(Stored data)
..............................
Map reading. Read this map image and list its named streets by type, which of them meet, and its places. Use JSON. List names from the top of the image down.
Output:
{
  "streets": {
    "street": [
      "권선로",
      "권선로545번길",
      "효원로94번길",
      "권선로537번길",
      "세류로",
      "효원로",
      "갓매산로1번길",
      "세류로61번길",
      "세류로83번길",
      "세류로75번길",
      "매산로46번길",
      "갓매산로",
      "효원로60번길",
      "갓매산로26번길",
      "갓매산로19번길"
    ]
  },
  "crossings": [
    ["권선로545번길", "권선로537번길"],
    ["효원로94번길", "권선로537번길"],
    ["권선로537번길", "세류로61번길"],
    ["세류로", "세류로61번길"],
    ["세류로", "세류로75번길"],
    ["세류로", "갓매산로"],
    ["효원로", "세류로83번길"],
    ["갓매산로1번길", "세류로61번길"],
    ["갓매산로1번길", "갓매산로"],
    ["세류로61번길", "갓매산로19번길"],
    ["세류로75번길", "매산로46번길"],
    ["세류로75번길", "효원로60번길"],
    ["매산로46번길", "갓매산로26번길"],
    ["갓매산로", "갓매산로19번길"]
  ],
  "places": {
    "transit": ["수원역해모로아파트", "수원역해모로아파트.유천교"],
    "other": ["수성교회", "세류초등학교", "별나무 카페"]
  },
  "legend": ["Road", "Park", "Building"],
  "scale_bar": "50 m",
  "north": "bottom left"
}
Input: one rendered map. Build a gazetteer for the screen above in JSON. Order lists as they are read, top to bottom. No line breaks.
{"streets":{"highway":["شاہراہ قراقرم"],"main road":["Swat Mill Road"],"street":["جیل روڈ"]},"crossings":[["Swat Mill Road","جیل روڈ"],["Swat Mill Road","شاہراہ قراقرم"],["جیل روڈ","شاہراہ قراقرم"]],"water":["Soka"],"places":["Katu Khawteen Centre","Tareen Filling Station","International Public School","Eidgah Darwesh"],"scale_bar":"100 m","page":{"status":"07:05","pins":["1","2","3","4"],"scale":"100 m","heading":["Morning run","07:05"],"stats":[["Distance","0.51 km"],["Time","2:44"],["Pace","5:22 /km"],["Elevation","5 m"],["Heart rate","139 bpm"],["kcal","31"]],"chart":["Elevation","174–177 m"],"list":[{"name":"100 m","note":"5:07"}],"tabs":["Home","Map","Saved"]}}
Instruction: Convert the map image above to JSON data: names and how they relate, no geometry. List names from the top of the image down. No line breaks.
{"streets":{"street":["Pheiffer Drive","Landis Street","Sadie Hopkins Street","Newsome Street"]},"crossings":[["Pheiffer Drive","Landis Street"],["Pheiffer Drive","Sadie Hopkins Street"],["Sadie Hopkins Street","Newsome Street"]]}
..............................
HOW TO COMPLETE THIS TASK:
Retype every line of the data, keeping each one exactly as it is.

WRITTEN REPLY:
Map reading. Read this map image and list its named streets by type, which of them meet, and its places. Use JSON. List names from the top of the image down.
Output:
{
  "streets": {
    "street": [
      "권선로",
      "권선로545번길",
      "효원로94번길",
      "권선로537번길",
      "세류로",
      "효원로",
      "갓매산로1번길",
      "세류로61번길",
      "세류로83번길",
      "세류로75번길",
      "매산로46번길",
      "갓매산로",
      "효원로60번길",
      "갓매산로26번길",
      "갓매산로19번길"
    ]
  },
  "crossings": [
    ["권선로545번길", "권선로537번길"],
    ["효원로94번길", "권선로537번길"],
    ["권선로537번길", "세류로61번길"],
    ["세류로", "세류로61번길"],
    ["세류로", "세류로75번길"],
    ["세류로", "갓매산로"],
    ["효원로", "세류로83번길"],
    ["갓매산로1번길", "세류로61번길"],
    ["갓매산로1번길", "갓매산로"],
    ["세류로61번길", "갓매산로19번길"],
    ["세류로75번길", "매산로46번길"],
    ["세류로75번길", "효원로60번길"],
    ["매산로46번길", "갓매산로26번길"],
    ["갓매산로", "갓매산로19번길"]
  ],
  "places": {
    "transit": ["수원역해모로아파트", "수원역해모로아파트.유천교"],
    "other": ["수성교회", "세류초등학교", "별나무 카페"]
  },
  "legend": ["Road", "Park", "Building"],
  "scale_bar": "50 m",
  "north": "bottom left"
}
Input: one rendered map. Build a gazetteer for the screen above in JSON. Order lists as they are read, top to bottom. No line breaks.
{"streets":{"highway":["شاہراہ قراقرم"],"main road":["Swat Mill Road"],"street":["جیل روڈ"]},"crossings":[["Swat Mill Road","جیل روڈ"],["Swat Mill Road","شاہراہ قراقرم"],["جیل روڈ","شاہراہ قراقرم"]],"water":["Soka"],"places":["Katu Khawteen Centre","Tareen Filling Station","International Public School","Eidgah Darwesh"],"scale_bar":"100 m","page":{"status":"07:05","pins":["1","2","3","4"],"scale":"100 m","heading":["Morning run","07:05"],"stats":[["Distance","0.51 km"],["Time","2:44"],["Pace","5:22 /km"],["Elevation","5 m"],["Heart rate","139 bpm"],["kcal","31"]],"chart":["Elevation","174–177 m"],"list":[{"name":"100 m","note":"5:07"}],"tabs":["Home","Map","Saved"]}}
Instruction: Convert the map image above to JSON data: names and how they relate, no geometry. List names from the top of the image down. No line breaks.
{"streets":{"street":["Pheiffer Drive","Landis Street","Sadie Hopkins Street","Newsome Street"]},"crossings":[["Pheiffer Drive","Landis Street"],["Pheiffer Drive","Sadie Hopkins Street"],["Sadie Hopkins Street","Newsome Street"]]}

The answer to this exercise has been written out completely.